### What is needed:
Only an exact copy of the records below will serve as the answer.

[Saved entries]
┌────────

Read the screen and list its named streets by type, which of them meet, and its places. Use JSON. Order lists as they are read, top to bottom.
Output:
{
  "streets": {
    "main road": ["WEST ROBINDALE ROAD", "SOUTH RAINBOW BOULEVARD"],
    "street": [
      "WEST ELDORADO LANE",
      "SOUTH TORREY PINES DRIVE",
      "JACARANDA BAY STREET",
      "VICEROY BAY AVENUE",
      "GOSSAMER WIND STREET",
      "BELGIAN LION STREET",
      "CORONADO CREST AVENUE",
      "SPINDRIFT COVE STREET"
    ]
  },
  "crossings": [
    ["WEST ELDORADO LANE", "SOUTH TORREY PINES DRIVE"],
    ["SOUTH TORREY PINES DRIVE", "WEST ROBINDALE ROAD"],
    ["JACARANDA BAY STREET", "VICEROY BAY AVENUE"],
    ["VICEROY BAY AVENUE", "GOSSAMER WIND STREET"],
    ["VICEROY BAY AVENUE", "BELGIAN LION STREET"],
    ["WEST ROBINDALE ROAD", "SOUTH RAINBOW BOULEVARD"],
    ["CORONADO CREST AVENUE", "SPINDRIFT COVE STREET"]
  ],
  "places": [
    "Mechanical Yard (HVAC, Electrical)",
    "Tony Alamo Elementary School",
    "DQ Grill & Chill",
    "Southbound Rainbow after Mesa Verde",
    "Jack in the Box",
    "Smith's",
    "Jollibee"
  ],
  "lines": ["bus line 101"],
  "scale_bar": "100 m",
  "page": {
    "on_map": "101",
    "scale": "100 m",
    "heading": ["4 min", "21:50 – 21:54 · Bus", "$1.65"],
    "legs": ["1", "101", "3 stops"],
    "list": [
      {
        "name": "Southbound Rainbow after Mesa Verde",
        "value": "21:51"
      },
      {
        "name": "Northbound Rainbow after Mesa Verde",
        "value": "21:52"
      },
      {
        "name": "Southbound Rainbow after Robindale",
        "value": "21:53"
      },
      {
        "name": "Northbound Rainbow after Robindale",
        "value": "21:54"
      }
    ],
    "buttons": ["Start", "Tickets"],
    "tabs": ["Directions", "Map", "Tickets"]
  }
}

└────────

### Answer for the task:
Read the screen and list its named streets by type, which of them meet, and its places. Use JSON. Order lists as they are read, top to bottom.
Output:
{
  "streets": {
    "main road": ["WEST ROBINDALE ROAD", "SOUTH RAINBOW BOULEVARD"],
    "street": [
      "WEST ELDORADO LANE",
      "SOUTH TORREY PINES DRIVE",
      "JACARANDA BAY STREET",
      "VICEROY BAY AVENUE",
      "GOSSAMER WIND STREET",
      "BELGIAN LION STREET",
      "CORONADO CREST AVENUE",
      "SPINDRIFT COVE STREET"
    ]
  },
  "crossings": [
    ["WEST ELDORADO LANE", "SOUTH TORREY PINES DRIVE"],
    ["SOUTH TORREY PINES DRIVE", "WEST ROBINDALE ROAD"],
    ["JACARANDA BAY STREET", "VICEROY BAY AVENUE"],
    ["VICEROY BAY AVENUE", "GOSSAMER WIND STREET"],
    ["VICEROY BAY AVENUE", "BELGIAN LION STREET"],
    ["WEST ROBINDALE ROAD", "SOUTH RAINBOW BOULEVARD"],
    ["CORONADO CREST AVENUE", "SPINDRIFT COVE STREET"]
  ],
  "places": [
    "Mechanical Yard (HVAC, Electrical)",
    "Tony Alamo Elementary School",
    "DQ Grill & Chill",
    "Southbound Rainbow after Mesa Verde",
    "Jack in the Box",
    "Smith's",
    "Jollibee"
  ],
  "lines": ["bus line 101"],
  "scale_bar": "100 m",
  "page": {
    "on_map": "101",
    "scale": "100 m",
    "heading": ["4 min", "21:50 – 21:54 · Bus", "$1.65"],
    "legs": ["1", "101", "3 stops"],
    "list": [
      {
        "name": "Southbound Rainbow after Mesa Verde",
        "value": "21:51"
      },
      {
        "name": "Northbound Rainbow after Mesa Verde",
        "value": "21:52"
      },
      {
        "name": "Southbound Rainbow after Robindale",
        "value": "21:53"
      },
      {
        "name": "Northbound Rainbow after Robindale",
        "value": "21:54"
      }
    ],
    "buttons": ["Start", "Tickets"],
    "tabs": ["Directions", "Map", "Tickets"]
  }
}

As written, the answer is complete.